Professor Belli remains convinced of the need to establish consistent levels of training within IR in Europe. ‘To this end, CIRSE has developed an IR curriculum and a competency test, which ensure that trainees receive comparable training and are subject to comparable assessments before they are deemed specialists in interventional radiology,’ she pointed out. ‘We could never have achieved this without the input, strong support and endorsements from national IR societies throughout Europe.’

Professor Belli believes an important next step for CIRSE is to secure subspecialty status for IR in all European countries as well as making it a priority to ‘support first-rate, thorough research that confirms that new technologies and techniques are safe, efficacious and cost-effective before they are enthusiastically embraced.’

To help achieve that, the CIRSE Research Network has been set up to make it easier for researchers to apply for and obtain EU funding for their work. The organisation is also continuing to develop and run registries that assess the safety and efficacy of specific treatments and intensifying collaboration with other clinical disciplines to ensure all angles are considered before condoning new treatment options.

The CIRSE annual congress (13-17 September in Glasgow, Scotland) offers an excellent opportunity to review the progress made in IR and celebrate achievements, Prof. Belli added. ‘The field of IR is increasingly gaining recognition, but we can’t be too complacent, because sceptics remain. So, I do think one of the most important goals of the congress is to join forces with colleagues from around Europe and the rest of the world in order to highlight the enormous contributions interventional radiologists are making to patient care.’

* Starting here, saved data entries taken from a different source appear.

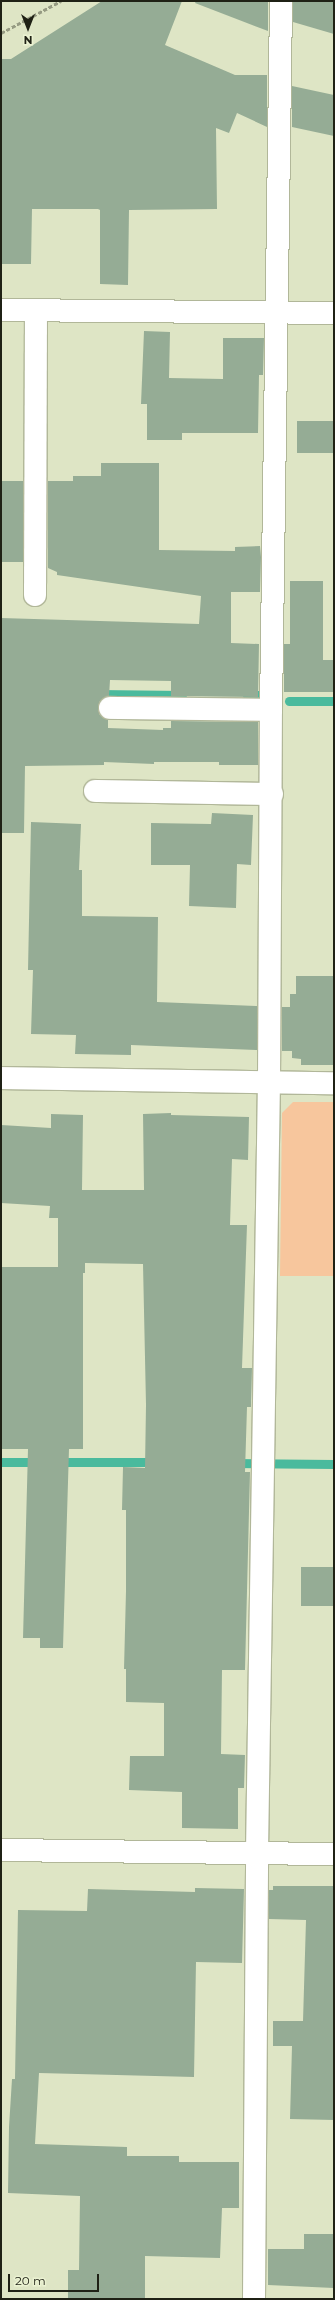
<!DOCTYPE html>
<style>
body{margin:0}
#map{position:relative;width:335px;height:2300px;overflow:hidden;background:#dee5c5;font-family:Montserrat,sans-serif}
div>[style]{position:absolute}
.green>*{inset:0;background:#f7c69d}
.stream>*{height:9px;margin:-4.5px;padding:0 4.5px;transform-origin:4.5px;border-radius:4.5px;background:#4aba9d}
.building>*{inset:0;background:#95ac95;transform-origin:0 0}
.path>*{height:2.5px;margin-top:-1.25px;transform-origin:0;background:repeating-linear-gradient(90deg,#969b83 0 4px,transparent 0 6px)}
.roads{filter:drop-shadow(1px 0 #b1b799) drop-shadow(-1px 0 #b1b799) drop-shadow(0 1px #b1b799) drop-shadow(0 -1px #b1b799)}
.minor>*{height:22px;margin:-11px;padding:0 11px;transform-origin:11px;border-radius:11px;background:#fff}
span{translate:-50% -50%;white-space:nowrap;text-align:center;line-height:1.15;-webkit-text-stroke:3px #ebf2d2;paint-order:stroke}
.frame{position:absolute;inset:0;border:2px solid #1f2115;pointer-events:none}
.north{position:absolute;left:8px;top:8px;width:40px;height:40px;-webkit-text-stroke:3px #ebf2d2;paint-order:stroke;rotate:180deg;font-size:11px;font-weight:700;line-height:16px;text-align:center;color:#1f2115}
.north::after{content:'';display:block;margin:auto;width:14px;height:18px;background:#1f2115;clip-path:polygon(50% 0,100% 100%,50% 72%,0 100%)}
.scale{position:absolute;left:8px;top:2274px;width:91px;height:18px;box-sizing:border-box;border:2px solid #1f2115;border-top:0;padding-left:5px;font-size:12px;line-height:14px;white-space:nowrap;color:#1f2115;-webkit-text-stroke:3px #ebf2d2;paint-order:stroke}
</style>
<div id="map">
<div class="green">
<i style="clip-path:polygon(293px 1102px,334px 1102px,334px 1276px,280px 1276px,282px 1113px)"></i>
</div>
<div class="stream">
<i style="left:97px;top:694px;width:85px;rotate:0.7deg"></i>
<i style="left:247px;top:695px;width:13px"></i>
<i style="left:260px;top:695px;width:6px;rotate:90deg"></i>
<i style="left:289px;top:701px;width:45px"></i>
<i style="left:1px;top:1462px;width:38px"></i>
<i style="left:57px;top:1462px;width:100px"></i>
<i style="left:233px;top:1463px;width:101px;rotate:0.6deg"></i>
</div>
<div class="building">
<i style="clip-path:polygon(102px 1px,182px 1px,165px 45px,235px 75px,267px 75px,267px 127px,237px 113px,229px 133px,216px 128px,217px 209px,129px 210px,128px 285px,100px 284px,100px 210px,98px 209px,32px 209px,31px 264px,1px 264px,1px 59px,11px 59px)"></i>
<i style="clip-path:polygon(196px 1px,268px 1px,268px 31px,195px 3px)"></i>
<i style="clip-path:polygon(293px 1px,334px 1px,334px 34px,293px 22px)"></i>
<i style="clip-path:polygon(292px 86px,334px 95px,334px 136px,292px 127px)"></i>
<i style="clip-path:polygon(144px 331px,170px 332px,169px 378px,223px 379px,223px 338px,264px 338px,263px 375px,259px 375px,258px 433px,182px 433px,182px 440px,147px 440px,147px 404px,141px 404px)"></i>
<i style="left:297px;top:421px;width:37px;height:32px"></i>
<i style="clip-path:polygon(101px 463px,159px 463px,159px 550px,235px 551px,235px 547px,260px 546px,261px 557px,260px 592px,231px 592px,231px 643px,259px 644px,258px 697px,171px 696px,171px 681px,110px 680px,109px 696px,99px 702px,99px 714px,108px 720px,108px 728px,163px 730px,163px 728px,171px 728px,171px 721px,258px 722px,258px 765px,219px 765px,219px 762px,154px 762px,154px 764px,104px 762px,104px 765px,25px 766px,24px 833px,1px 833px,1px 618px,199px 624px,201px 596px,57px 575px,57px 572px,48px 568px,48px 481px,73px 481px,73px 476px,101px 476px)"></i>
<i style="left:1px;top:481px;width:22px;height:81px"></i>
<i style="clip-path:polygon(290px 581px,323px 581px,323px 660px,334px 660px,334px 692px,284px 692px,284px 644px,290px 644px)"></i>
<i style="clip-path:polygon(212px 813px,253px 815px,251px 865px,237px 864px,236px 908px,189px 906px,190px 865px,151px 865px,151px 823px,211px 824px)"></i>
<i style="clip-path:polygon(31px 822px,81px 824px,79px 870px,82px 870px,82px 916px,158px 917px,157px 1002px,257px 1006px,257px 1050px,131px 1045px,131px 1055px,75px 1054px,76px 1035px,31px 1034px,33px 970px,28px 970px)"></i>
<i style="clip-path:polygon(296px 976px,334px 976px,334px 1065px,301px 1065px,301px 1059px,292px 1058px,292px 1051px,282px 1051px,282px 1007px,290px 1007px,290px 994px,296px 994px)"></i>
<i style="clip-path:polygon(171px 1113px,171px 1115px,249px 1117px,248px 1160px,232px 1159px,230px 1225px,247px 1225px,242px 1368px,252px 1368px,251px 1407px,247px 1407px,245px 1472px,250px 1472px,245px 1670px,222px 1670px,221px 1754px,245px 1755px,244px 1788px,238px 1788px,238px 1829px,182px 1828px,182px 1792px,129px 1790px,130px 1756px,164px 1756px,164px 1703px,126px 1702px,126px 1669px,124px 1669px,126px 1591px,126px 1510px,122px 1510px,123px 1467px,145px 1468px,146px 1405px,143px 1264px,85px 1263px,85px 1273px,83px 1273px,83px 1449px,69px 1449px,63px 1648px,40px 1648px,40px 1638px,23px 1638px,28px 1449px,1px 1449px,1px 1267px,58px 1267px,58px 1218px,49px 1218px,50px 1206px,1px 1203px,1px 1125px,51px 1128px,51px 1114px,83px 1115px,82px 1190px,144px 1190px,143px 1114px)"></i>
<i style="left:301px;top:1567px;width:33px;height:39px"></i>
<i style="clip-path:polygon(273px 1886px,334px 1886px,334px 2120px,290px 2119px,292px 2046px,273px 2046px,273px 2021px,303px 2021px,306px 1920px,269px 1919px,269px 1890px,273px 1890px)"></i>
<i style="clip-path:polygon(195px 1888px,244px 1889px,242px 1963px,196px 1962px,194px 2077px,39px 2073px,35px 2144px,127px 2147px,127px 2156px,179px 2156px,179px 2162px,239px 2162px,239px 2208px,222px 2208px,220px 2258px,145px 2256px,145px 2299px,68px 2299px,68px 2270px,79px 2270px,80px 2196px,8px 2193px,9px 2127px,12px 2079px,15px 2079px,18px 1910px,87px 1911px,88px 1889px,195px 1892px)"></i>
<i style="clip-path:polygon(304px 2234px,334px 2234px,334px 2288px,268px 2285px,268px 2249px,304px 2249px)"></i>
</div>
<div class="path">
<i style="left:1px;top:33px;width:68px;rotate:-28.1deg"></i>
</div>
<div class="roads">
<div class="minor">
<i style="left:1px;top:310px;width:333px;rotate:0.5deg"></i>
<i style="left:35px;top:595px;width:285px;rotate:-89.8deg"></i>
<i style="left:110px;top:708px;width:161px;rotate:0.7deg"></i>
<i style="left:95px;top:791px;width:177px;rotate:1deg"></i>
<i style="left:1px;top:1078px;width:333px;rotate:0.9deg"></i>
<i style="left:1px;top:1850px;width:333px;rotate:0.7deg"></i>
<i style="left:254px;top:2299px;width:447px;rotate:-89.6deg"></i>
<i style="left:257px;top:1852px;width:770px;rotate:-89.11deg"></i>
<i style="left:269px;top:1082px;width:372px;rotate:-89.7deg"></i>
<i style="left:271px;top:710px;width:709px;rotate:-89.19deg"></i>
</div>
</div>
<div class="frame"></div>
<div class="north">N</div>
<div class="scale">20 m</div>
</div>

Anna-Maria Belli is Professor of Interventional Radiology & Consultant Radiologist in the Radiology Department at St George’s Healthcare NHS Trust in London and President of the Cardiovascular and Interventional Radiological Society of Europe (CIRSE). Her special interest lies in vascular interventional radiology, particularly endovascular management of peripheral arterial disease, embolisation for obstetric and gynaecological haemorrhage, and also in vascular malformations treatment.